• Records supplied:
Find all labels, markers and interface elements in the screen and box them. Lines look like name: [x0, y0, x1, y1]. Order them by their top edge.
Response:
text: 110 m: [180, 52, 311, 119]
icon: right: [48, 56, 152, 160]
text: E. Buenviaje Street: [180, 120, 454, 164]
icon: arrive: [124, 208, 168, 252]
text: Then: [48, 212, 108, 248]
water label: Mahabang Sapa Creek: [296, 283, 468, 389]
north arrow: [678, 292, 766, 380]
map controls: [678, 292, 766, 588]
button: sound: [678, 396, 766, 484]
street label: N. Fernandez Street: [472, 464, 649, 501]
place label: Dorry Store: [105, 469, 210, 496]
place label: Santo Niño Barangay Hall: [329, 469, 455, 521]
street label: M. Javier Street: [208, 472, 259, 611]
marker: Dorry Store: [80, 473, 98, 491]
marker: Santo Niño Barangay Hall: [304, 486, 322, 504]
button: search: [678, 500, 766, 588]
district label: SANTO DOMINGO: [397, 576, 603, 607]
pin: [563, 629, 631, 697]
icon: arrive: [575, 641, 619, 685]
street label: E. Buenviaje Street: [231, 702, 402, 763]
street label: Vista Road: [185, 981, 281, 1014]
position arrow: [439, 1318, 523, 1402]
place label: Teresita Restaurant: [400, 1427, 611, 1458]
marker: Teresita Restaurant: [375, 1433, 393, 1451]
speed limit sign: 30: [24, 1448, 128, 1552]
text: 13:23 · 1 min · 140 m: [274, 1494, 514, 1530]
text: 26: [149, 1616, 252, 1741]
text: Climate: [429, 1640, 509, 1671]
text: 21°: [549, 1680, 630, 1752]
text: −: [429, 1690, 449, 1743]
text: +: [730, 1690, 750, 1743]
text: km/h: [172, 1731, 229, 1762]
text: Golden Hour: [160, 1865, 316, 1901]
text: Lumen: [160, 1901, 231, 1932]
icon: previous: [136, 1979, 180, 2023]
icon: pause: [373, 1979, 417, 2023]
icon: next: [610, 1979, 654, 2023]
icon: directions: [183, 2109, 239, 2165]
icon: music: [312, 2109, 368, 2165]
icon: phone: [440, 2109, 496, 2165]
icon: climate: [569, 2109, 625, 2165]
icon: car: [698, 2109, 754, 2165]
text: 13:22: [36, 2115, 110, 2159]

• Task brief:
Restate the records above word for word.

• Response to this task:
Find all labels, markers and interface elements in the screen and box them. Lines look like name: [x0, y0, x1, y1]. Order them by their top edge.
Response:
text: 110 m: [180, 52, 311, 119]
icon: right: [48, 56, 152, 160]
text: E. Buenviaje Street: [180, 120, 454, 164]
icon: arrive: [124, 208, 168, 252]
text: Then: [48, 212, 108, 248]
water label: Mahabang Sapa Creek: [296, 283, 468, 389]
north arrow: [678, 292, 766, 380]
map controls: [678, 292, 766, 588]
button: sound: [678, 396, 766, 484]
street label: N. Fernandez Street: [472, 464, 649, 501]
place label: Dorry Store: [105, 469, 210, 496]
place label: Santo Niño Barangay Hall: [329, 469, 455, 521]
street label: M. Javier Street: [208, 472, 259, 611]
marker: Dorry Store: [80, 473, 98, 491]
marker: Santo Niño Barangay Hall: [304, 486, 322, 504]
button: search: [678, 500, 766, 588]
district label: SANTO DOMINGO: [397, 576, 603, 607]
pin: [563, 629, 631, 697]
icon: arrive: [575, 641, 619, 685]
street label: E. Buenviaje Street: [231, 702, 402, 763]
street label: Vista Road: [185, 981, 281, 1014]
position arrow: [439, 1318, 523, 1402]
place label: Teresita Restaurant: [400, 1427, 611, 1458]
marker: Teresita Restaurant: [375, 1433, 393, 1451]
speed limit sign: 30: [24, 1448, 128, 1552]
text: 13:23 · 1 min · 140 m: [274, 1494, 514, 1530]
text: 26: [149, 1616, 252, 1741]
text: Climate: [429, 1640, 509, 1671]
text: 21°: [549, 1680, 630, 1752]
text: −: [429, 1690, 449, 1743]
text: +: [730, 1690, 750, 1743]
text: km/h: [172, 1731, 229, 1762]
text: Golden Hour: [160, 1865, 316, 1901]
text: Lumen: [160, 1901, 231, 1932]
icon: previous: [136, 1979, 180, 2023]
icon: pause: [373, 1979, 417, 2023]
icon: next: [610, 1979, 654, 2023]
icon: directions: [183, 2109, 239, 2165]
icon: music: [312, 2109, 368, 2165]
icon: phone: [440, 2109, 496, 2165]
icon: climate: [569, 2109, 625, 2165]
icon: car: [698, 2109, 754, 2165]
text: 13:22: [36, 2115, 110, 2159]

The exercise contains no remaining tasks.